PROVIDED DATA:
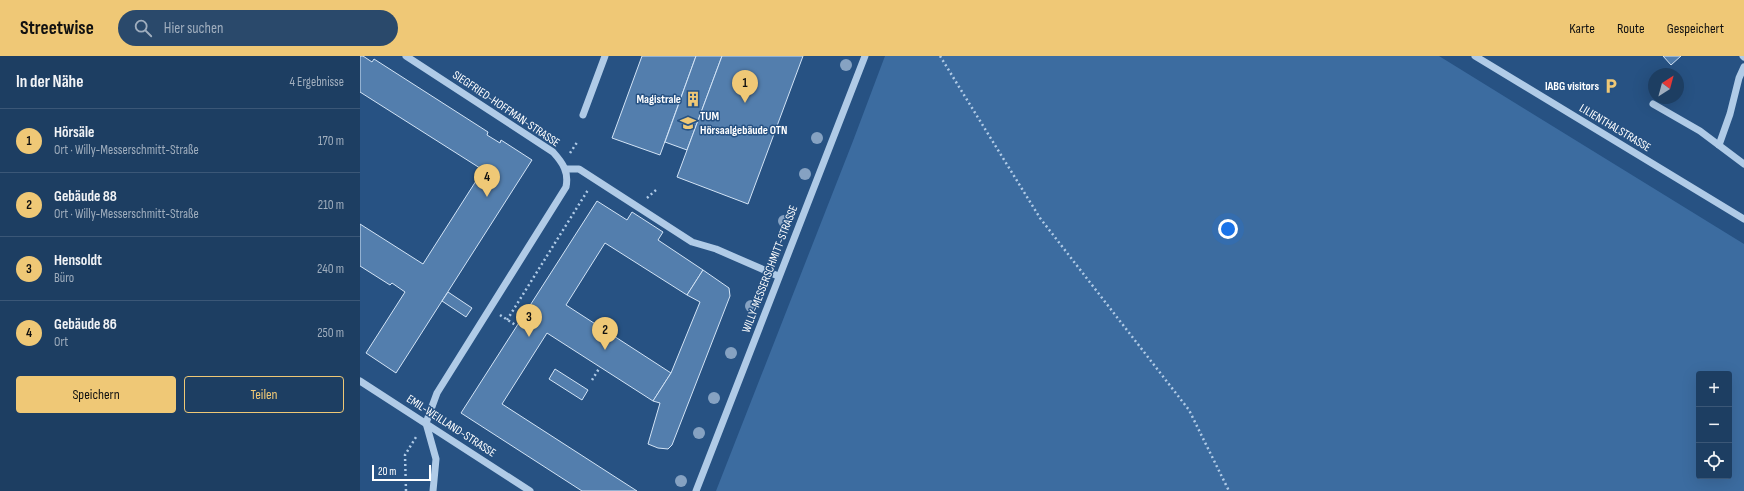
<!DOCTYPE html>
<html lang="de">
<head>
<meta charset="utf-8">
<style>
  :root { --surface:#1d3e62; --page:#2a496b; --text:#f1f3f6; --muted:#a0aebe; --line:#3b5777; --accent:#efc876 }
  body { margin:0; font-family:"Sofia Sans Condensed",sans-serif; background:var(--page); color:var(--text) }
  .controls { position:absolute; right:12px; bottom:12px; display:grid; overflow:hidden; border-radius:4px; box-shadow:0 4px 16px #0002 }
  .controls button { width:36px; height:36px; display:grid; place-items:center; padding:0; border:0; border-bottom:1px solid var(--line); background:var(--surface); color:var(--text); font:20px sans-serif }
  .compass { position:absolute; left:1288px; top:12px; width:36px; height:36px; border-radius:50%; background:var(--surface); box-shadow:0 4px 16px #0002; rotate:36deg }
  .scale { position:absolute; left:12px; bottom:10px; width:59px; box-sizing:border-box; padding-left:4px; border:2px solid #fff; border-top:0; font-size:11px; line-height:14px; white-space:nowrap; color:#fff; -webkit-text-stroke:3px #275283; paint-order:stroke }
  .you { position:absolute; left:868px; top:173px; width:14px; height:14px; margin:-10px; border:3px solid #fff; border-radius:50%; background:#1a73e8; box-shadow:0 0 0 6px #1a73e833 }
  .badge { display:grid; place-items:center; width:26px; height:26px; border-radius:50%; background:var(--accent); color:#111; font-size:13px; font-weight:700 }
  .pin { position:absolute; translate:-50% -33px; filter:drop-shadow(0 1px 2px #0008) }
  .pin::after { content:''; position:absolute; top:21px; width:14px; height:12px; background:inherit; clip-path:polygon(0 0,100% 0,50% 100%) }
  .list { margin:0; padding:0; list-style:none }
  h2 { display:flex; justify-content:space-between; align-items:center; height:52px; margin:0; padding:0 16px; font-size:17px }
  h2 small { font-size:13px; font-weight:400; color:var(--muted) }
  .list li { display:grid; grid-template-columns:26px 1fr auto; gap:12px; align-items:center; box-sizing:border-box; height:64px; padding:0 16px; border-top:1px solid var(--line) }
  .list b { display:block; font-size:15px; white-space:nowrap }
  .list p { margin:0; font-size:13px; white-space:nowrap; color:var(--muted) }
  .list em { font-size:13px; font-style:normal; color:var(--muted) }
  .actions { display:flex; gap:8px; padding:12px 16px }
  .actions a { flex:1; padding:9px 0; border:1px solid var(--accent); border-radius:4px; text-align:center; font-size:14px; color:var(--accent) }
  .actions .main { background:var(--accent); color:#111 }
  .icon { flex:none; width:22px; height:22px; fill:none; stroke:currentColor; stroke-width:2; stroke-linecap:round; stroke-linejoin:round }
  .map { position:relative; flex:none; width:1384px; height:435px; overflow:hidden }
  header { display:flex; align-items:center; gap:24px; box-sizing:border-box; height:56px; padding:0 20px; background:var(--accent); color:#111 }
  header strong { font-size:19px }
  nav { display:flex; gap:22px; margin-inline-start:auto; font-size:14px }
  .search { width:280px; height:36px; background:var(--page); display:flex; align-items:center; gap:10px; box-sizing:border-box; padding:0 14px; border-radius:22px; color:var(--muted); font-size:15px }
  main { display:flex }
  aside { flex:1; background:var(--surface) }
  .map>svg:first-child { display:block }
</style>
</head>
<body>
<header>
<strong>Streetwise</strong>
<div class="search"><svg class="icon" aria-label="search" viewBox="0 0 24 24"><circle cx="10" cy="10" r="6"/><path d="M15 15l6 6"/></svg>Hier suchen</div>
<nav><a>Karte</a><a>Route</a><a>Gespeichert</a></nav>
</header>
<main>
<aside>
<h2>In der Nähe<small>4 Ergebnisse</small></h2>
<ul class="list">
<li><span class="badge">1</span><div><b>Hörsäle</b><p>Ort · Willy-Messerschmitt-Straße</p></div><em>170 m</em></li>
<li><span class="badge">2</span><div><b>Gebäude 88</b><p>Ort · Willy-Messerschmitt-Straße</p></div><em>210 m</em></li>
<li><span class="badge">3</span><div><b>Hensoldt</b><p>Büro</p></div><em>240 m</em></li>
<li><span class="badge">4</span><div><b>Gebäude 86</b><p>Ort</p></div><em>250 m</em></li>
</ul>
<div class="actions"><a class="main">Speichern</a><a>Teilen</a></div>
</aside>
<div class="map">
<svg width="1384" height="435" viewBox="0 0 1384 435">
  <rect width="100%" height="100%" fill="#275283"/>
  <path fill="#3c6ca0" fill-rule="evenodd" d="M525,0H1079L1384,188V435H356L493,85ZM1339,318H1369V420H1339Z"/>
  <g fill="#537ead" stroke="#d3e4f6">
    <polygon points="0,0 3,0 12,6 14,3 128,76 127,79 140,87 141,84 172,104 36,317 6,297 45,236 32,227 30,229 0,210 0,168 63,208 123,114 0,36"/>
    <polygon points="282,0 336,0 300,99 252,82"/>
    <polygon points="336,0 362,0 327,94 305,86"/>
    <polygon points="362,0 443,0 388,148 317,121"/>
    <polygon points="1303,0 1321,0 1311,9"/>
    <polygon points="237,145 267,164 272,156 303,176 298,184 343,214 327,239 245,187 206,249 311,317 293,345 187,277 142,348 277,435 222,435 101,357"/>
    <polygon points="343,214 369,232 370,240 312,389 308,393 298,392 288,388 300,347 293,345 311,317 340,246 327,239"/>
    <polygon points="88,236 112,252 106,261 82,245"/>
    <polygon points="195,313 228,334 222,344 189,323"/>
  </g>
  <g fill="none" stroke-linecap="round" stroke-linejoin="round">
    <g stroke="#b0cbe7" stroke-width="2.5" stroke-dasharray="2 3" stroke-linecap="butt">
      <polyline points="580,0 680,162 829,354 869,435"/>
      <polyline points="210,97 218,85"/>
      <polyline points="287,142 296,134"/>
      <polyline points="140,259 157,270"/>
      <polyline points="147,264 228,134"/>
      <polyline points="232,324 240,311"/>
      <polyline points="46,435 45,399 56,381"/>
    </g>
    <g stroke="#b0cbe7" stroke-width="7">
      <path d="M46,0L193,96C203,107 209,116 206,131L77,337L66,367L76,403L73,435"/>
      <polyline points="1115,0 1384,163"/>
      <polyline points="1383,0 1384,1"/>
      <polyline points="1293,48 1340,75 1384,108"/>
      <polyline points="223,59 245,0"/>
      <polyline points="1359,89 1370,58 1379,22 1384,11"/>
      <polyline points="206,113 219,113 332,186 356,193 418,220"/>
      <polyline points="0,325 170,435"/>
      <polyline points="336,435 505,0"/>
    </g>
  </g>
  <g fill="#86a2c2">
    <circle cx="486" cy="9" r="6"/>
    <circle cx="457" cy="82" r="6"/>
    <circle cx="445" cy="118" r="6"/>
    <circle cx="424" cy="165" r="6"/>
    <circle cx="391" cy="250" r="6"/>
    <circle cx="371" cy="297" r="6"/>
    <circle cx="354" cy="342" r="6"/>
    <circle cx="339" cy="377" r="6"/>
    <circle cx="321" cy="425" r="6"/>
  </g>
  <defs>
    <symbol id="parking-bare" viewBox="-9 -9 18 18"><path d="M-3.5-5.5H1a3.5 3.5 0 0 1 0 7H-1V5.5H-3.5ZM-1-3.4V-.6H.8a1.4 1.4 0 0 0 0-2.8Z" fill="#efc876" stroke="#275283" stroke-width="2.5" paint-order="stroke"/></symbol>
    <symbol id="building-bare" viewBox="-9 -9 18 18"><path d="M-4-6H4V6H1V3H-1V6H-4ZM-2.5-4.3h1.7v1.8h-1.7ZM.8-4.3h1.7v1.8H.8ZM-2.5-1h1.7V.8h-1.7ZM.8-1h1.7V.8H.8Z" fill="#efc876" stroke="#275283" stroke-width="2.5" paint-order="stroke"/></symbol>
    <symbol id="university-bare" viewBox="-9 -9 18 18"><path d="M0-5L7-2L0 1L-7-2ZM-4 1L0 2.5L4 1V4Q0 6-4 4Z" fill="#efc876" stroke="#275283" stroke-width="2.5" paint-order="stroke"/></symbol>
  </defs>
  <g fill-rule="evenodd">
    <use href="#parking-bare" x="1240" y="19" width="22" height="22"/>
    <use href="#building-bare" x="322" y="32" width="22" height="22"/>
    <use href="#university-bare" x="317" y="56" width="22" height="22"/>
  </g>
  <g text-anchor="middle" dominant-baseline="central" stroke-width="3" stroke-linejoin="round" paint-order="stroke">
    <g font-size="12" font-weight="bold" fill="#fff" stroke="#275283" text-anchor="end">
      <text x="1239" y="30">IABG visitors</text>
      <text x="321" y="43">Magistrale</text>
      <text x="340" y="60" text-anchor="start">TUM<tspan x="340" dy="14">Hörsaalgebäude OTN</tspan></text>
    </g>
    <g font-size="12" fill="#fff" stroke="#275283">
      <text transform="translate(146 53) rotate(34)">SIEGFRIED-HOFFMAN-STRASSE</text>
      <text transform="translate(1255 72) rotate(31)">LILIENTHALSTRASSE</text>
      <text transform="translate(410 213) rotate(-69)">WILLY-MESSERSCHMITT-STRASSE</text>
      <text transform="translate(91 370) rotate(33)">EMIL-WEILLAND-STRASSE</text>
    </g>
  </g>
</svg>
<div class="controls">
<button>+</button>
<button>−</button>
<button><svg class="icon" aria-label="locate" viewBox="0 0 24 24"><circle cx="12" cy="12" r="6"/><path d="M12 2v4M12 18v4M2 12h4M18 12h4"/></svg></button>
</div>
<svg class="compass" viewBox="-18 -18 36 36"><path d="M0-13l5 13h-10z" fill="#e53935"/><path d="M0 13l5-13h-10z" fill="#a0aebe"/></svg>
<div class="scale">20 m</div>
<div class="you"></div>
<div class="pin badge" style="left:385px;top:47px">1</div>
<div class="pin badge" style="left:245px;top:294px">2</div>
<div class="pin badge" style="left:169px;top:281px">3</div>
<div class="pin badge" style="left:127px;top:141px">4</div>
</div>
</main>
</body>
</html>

...

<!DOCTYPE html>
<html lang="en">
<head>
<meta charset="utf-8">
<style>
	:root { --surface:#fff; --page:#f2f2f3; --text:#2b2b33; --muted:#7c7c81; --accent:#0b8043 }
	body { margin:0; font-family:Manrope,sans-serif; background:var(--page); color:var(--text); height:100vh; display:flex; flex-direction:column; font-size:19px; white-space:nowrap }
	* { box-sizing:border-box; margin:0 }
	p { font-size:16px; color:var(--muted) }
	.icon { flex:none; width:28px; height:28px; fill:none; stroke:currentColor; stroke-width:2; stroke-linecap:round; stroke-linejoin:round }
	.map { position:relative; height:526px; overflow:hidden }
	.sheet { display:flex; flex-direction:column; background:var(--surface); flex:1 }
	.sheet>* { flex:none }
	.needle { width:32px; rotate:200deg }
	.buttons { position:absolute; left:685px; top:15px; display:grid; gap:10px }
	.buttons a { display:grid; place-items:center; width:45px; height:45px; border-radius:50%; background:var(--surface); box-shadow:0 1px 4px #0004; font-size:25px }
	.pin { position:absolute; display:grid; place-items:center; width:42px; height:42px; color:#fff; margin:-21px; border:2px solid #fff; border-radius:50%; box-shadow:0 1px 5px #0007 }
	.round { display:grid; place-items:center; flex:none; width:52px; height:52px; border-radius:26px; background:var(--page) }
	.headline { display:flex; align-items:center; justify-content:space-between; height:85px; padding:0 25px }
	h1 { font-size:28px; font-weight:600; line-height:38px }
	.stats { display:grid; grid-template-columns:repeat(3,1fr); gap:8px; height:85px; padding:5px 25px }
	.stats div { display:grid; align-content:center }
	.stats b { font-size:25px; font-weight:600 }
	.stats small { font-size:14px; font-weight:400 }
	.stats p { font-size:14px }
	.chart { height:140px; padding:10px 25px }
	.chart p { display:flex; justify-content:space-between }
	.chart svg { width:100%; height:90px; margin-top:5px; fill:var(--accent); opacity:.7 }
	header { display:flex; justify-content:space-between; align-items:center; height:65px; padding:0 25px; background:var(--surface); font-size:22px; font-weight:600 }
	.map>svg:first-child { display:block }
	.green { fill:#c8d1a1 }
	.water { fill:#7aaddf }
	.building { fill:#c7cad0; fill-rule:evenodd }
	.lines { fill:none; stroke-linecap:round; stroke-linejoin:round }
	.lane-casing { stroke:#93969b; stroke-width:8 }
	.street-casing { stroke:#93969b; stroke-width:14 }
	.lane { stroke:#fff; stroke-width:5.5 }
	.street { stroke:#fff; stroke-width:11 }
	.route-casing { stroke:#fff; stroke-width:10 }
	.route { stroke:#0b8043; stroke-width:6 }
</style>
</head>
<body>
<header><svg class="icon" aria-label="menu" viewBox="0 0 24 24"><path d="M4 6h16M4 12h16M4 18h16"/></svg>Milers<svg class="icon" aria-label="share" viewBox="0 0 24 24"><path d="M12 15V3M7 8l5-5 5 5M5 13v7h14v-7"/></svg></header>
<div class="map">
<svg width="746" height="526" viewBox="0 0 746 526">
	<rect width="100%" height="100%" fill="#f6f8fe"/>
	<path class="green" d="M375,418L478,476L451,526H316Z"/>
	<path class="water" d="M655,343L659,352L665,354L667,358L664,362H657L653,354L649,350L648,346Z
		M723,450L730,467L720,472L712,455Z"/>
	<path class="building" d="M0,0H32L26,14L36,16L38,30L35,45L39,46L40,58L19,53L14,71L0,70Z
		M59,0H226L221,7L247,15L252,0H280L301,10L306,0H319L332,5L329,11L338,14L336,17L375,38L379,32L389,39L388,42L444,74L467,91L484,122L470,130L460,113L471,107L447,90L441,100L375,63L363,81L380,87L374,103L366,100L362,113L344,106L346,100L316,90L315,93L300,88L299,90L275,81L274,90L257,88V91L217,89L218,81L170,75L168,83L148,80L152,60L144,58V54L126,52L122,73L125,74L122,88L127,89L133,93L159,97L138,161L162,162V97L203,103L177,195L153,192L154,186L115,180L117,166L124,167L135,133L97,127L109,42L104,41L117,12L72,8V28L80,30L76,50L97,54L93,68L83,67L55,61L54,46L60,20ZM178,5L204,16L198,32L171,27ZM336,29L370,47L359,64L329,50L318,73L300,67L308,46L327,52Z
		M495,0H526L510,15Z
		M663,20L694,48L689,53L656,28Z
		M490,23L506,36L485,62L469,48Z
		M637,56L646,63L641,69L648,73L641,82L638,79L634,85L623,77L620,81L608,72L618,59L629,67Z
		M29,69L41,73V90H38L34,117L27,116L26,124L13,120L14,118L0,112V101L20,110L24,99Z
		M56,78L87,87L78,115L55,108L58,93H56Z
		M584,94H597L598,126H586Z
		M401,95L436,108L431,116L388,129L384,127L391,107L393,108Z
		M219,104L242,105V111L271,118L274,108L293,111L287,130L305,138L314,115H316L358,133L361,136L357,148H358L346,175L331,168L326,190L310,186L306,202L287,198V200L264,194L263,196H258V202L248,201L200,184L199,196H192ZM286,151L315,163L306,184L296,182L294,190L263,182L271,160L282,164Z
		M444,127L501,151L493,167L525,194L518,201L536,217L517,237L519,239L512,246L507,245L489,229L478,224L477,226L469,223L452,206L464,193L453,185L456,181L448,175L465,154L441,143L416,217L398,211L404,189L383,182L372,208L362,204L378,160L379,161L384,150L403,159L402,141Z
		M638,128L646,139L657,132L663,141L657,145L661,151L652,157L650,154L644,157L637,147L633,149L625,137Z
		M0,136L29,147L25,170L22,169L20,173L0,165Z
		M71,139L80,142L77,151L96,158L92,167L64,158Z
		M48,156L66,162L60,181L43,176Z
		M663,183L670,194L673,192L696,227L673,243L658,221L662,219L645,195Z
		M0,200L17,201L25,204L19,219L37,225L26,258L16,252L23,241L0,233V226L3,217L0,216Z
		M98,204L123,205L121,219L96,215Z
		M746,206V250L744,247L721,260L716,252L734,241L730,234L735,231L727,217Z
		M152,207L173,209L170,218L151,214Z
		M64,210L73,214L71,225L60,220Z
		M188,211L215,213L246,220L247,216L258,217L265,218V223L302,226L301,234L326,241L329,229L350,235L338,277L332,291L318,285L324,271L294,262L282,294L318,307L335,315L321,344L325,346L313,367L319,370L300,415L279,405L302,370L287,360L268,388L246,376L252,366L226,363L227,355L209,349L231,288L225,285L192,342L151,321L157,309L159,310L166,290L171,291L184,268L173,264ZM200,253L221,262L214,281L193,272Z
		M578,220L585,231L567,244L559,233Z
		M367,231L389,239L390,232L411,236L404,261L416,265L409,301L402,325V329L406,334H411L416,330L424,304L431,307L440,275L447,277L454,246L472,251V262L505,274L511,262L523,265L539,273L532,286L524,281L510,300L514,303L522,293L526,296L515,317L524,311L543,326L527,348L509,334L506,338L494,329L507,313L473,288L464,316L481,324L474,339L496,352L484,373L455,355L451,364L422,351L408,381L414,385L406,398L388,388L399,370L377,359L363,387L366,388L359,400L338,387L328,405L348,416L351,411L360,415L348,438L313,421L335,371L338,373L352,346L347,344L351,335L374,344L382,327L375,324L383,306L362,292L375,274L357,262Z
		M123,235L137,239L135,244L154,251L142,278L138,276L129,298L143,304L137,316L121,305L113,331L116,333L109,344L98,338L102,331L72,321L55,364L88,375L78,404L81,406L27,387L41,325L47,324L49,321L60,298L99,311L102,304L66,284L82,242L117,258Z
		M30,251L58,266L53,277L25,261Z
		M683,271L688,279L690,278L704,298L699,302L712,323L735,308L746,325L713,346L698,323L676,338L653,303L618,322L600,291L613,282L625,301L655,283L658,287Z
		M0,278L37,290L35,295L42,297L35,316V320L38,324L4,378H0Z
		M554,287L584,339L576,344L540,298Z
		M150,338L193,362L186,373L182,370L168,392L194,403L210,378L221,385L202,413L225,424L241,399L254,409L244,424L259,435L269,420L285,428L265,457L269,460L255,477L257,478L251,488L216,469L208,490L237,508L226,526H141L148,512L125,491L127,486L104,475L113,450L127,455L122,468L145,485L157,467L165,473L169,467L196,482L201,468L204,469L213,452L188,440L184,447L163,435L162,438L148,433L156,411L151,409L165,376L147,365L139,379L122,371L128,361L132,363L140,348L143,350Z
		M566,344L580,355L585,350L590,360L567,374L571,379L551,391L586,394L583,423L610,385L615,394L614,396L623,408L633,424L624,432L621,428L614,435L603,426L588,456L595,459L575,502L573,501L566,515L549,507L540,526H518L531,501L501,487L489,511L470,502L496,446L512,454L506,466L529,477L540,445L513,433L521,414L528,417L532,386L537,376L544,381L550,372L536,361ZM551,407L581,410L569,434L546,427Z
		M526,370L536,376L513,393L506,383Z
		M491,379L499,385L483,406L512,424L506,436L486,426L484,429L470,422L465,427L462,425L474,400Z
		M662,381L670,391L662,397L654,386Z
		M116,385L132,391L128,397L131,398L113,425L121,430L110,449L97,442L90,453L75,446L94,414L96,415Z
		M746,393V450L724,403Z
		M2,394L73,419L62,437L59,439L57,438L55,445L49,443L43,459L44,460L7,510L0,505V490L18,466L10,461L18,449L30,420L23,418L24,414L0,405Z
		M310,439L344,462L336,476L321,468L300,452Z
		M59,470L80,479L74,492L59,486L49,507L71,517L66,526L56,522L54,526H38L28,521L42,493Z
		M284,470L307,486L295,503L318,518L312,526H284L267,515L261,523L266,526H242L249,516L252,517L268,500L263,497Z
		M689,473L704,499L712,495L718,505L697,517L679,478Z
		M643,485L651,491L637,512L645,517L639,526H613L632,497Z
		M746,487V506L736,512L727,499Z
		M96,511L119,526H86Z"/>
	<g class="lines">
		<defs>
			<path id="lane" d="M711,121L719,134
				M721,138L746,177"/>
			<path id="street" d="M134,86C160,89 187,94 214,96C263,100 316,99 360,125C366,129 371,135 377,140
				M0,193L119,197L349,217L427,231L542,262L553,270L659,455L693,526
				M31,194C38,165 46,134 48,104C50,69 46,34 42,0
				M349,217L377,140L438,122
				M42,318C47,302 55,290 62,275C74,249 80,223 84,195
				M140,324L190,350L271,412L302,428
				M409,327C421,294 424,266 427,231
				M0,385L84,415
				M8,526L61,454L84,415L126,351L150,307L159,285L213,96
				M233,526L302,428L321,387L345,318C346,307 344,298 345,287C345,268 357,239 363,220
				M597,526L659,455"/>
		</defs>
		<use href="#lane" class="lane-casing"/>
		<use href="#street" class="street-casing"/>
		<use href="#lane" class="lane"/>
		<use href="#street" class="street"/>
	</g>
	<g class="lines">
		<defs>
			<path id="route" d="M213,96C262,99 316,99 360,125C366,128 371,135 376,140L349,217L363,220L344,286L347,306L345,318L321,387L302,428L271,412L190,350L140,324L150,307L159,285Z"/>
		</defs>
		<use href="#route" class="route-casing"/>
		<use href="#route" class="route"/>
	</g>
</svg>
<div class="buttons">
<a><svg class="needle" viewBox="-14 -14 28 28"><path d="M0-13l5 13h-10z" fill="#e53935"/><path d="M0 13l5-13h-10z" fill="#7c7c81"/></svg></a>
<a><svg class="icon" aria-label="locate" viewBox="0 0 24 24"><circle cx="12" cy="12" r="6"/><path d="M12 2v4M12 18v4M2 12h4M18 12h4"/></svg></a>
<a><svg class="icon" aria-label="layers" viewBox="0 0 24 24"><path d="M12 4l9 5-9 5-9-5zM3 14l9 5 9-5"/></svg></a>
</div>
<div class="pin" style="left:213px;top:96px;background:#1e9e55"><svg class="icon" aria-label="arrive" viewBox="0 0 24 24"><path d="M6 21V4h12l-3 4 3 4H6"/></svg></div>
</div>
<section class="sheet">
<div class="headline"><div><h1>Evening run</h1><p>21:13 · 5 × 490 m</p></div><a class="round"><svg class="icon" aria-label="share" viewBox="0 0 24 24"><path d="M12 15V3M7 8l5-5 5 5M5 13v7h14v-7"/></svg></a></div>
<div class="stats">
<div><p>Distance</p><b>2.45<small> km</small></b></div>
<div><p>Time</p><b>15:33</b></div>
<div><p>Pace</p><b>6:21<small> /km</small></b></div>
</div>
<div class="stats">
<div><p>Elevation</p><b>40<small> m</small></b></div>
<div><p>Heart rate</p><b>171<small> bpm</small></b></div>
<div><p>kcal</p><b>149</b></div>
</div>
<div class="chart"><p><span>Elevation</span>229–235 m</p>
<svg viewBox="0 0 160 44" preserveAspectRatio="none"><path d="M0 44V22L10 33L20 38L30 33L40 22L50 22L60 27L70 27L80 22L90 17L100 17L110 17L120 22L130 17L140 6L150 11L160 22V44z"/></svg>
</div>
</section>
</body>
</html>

REQUIREMENT:
Considering only the material above, set down every line from the one with "background:var(--page); color:var(--text); height:100vh;" to the one with "position:absolute; left:685px; top:15px;", inclusive, exactly as written.

TASK OUTPUT:
	body { margin:0; font-family:Manrope,sans-serif; background:var(--page); color:var(--text); height:100vh; display:flex; flex-direction:column; font-size:19px; white-space:nowrap }
	* { box-sizing:border-box; margin:0 }
	p { font-size:16px; color:var(--muted) }
	.icon { flex:none; width:28px; height:28px; fill:none; stroke:currentColor; stroke-width:2; stroke-linecap:round; stroke-linejoin:round }
	.map { position:relative; height:526px; overflow:hidden }
	.sheet { display:flex; flex-direction:column; background:var(--surface); flex:1 }
	.sheet>* { flex:none }
	.needle { width:32px; rotate:200deg }
	.buttons { position:absolute; left:685px; top:15px; display:grid; gap:10px }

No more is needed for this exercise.